### [Exercise]
Go through the listing below from its first line and repeat each line exactly, ending at the line containing "position:relative; width:915px; height:1317px;" and including it.

### [Data provided]
------------------------------------
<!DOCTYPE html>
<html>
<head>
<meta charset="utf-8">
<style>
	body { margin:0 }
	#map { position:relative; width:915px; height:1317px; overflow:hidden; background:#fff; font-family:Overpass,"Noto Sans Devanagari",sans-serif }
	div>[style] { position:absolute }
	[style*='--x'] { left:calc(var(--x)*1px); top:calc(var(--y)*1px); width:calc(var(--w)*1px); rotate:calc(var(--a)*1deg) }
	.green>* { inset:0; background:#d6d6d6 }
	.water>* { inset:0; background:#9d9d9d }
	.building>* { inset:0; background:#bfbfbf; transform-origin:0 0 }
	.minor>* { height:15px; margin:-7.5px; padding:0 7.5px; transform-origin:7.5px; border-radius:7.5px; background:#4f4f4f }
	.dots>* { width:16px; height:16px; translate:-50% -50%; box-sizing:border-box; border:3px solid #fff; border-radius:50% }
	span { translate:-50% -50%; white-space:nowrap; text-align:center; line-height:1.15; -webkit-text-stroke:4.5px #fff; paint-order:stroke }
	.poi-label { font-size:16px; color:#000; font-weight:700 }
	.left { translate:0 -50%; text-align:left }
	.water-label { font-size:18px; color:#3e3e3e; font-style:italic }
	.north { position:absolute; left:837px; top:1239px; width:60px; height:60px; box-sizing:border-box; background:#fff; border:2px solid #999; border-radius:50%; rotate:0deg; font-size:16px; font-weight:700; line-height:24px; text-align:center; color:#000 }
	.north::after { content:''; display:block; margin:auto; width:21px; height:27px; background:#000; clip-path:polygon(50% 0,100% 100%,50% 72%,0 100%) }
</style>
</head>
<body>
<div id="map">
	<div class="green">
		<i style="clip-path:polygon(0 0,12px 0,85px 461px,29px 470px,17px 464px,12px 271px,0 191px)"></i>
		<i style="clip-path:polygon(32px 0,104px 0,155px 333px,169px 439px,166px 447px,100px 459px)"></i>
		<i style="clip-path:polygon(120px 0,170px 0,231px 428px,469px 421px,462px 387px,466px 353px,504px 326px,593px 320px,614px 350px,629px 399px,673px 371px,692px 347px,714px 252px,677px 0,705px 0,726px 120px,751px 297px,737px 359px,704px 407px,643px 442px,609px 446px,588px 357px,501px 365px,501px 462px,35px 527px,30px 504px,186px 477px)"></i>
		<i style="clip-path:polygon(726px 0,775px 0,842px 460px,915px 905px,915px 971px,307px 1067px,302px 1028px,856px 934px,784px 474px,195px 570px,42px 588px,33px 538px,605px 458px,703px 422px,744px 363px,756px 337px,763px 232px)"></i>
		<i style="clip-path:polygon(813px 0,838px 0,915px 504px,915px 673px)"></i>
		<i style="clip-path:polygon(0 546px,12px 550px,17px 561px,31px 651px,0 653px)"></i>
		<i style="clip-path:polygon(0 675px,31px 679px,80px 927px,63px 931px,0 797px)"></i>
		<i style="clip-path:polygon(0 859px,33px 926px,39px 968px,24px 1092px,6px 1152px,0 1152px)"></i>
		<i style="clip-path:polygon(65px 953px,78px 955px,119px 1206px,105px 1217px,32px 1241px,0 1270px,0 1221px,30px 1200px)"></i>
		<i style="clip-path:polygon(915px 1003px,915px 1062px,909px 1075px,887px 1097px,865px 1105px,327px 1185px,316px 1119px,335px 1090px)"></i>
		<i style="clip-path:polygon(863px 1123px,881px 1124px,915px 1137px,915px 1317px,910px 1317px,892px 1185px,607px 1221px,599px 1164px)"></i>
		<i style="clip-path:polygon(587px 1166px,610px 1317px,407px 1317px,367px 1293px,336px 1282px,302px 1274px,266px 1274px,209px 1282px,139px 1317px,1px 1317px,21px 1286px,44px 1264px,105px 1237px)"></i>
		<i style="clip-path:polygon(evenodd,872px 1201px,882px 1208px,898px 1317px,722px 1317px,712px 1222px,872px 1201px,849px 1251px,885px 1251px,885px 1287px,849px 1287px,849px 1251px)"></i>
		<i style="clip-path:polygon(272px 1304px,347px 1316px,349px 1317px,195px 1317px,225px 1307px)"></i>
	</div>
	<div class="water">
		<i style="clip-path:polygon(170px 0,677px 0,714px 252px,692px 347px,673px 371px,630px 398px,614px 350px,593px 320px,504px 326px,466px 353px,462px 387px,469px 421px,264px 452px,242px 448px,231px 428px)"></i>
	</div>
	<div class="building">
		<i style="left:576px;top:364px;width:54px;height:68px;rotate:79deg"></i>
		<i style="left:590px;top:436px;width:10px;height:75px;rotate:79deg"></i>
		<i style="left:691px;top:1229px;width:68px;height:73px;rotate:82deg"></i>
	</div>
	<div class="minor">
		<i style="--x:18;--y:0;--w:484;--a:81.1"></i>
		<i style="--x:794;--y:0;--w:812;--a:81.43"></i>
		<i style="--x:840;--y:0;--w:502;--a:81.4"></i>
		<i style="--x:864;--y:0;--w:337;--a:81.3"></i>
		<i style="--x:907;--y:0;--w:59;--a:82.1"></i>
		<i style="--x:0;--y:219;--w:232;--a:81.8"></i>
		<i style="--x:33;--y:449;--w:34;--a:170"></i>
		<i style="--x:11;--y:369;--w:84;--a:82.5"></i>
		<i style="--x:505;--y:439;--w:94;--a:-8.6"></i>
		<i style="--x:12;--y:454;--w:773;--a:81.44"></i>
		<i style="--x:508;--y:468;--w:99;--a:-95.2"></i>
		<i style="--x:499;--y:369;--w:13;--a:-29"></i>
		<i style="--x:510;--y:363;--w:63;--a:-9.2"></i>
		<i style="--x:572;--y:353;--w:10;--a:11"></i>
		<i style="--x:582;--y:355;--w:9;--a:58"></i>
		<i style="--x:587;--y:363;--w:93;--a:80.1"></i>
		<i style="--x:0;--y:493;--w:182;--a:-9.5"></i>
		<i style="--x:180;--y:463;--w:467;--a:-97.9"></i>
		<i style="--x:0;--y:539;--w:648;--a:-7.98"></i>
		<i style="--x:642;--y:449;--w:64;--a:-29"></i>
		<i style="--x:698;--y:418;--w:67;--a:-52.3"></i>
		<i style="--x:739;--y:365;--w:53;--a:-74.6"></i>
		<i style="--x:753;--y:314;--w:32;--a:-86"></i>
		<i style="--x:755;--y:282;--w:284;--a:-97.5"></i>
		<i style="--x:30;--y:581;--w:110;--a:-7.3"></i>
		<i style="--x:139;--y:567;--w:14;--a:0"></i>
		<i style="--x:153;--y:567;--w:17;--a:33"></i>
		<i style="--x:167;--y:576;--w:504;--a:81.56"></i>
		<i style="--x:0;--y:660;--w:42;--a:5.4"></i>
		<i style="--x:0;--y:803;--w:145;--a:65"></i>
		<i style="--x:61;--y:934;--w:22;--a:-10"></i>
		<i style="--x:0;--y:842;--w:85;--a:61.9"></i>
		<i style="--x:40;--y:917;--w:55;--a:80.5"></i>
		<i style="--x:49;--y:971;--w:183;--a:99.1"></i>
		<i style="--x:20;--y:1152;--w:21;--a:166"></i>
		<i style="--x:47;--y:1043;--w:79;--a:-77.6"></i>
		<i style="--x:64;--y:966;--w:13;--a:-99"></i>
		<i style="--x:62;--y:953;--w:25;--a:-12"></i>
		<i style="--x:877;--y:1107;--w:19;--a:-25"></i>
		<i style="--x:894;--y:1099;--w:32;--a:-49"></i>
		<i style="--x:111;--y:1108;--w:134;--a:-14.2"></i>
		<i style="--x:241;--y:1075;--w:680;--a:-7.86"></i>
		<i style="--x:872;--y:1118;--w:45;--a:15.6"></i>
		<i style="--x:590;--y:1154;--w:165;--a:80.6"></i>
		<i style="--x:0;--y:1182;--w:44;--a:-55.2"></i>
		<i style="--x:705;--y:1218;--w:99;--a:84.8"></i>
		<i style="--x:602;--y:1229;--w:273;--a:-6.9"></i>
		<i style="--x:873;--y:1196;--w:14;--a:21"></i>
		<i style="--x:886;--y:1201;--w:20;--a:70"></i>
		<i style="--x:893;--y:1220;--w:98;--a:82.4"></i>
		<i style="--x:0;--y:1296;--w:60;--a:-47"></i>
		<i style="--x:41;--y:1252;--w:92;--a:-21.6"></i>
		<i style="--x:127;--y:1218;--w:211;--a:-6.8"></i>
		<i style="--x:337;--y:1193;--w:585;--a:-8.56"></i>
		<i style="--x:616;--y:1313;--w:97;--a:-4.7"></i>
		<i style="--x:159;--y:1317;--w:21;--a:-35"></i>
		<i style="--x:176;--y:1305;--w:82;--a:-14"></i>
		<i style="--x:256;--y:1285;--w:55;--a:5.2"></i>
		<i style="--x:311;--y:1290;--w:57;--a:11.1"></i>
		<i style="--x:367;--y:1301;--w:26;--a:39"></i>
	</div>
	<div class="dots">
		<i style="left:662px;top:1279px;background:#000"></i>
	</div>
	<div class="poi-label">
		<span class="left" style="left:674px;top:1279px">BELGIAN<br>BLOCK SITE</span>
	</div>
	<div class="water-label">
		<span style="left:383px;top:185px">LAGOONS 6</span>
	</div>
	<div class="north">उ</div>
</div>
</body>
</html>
------------------------------------
### [Exercise answer]
<!DOCTYPE html>
<html>
<head>
<meta charset="utf-8">
<style>
	body { margin:0 }
	#map { position:relative; width:915px; height:1317px; overflow:hidden; background:#fff; font-family:Overpass,"Noto Sans Devanagari",sans-serif }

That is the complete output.